◆ **How to complete this task**:
Beneath this task are records; tally the lines in them that contain "label" and report only the number.

◆ **Available data**:
════════════════════
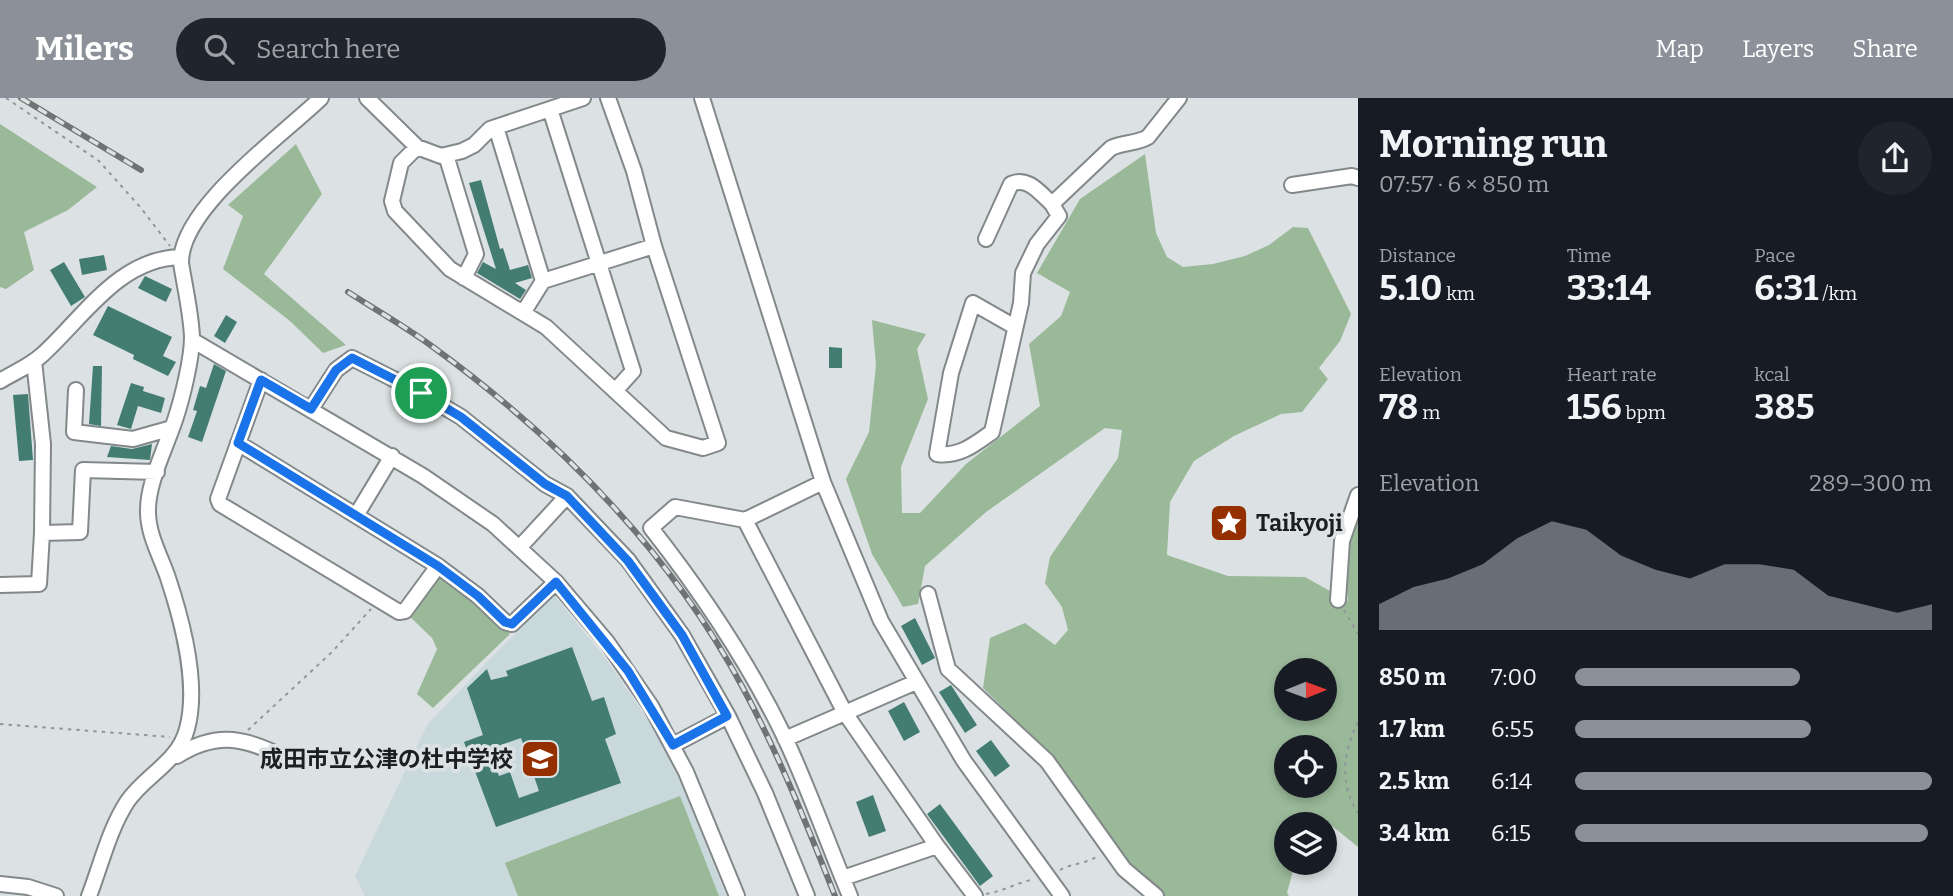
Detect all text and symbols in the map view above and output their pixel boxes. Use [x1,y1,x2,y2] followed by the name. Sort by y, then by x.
[176,18,666,81] search box
[35,29,134,69] text: Milers
[200,30,238,68] icon: search
[256,34,400,65] text: Search here
[1656,35,1704,63] text: Map
[1742,35,1814,63] text: Layers
[1852,35,1918,63] text: Share
[1379,121,1607,167] text: Morning run
[1858,121,1932,195] button: share
[1379,170,1549,198] text: 07:57 · 6 × 850 m
[1379,244,1456,267] text: Distance
[1567,244,1612,267] text: Time
[1754,244,1795,267] text: Pace
[1379,267,1442,309] text: 5.10
[1567,267,1651,309] text: 33:14
[1754,267,1818,309] text: 6:31
[1442,282,1475,305] text: km
[1818,282,1857,305] text: /km
[391,363,451,423] pin
[1379,363,1462,386] text: Elevation
[1567,363,1657,386] text: Heart rate
[1754,363,1790,386] text: kcal
[402,374,440,412] icon: arrive
[1379,386,1418,428] text: 78
[1567,386,1622,428] text: 156
[1754,386,1815,428] text: 385
[1418,401,1440,424] text: m
[1622,401,1666,424] text: bpm
[1379,469,1479,497] text: Elevation
[1809,469,1932,497] text: 289–300 m
[1208,502,1250,544] place icon: Taikyoji
[1256,509,1343,537] place label: Taikyoji
[1274,658,1337,721] north arrow
[1274,658,1337,875] map controls
[1379,663,1446,691] text: 850 m
[1491,663,1537,691] text: 7:00
[1379,715,1445,743] text: 1.7 km
[1491,715,1534,743] text: 6:55
[1274,735,1337,798] button: locate
[519,738,561,780] school or university icon: 成田市立公津の杜中学校
[260,745,513,773] place label: 成田市立公津の杜中学校
[1379,767,1449,795] text: 2.5 km
[1491,767,1532,795] text: 6:14
[1274,812,1337,875] button: layers
[1379,819,1450,847] text: 3.4 km
[1491,819,1531,847] text: 6:15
════════════════════
◆ **Answer section**:
2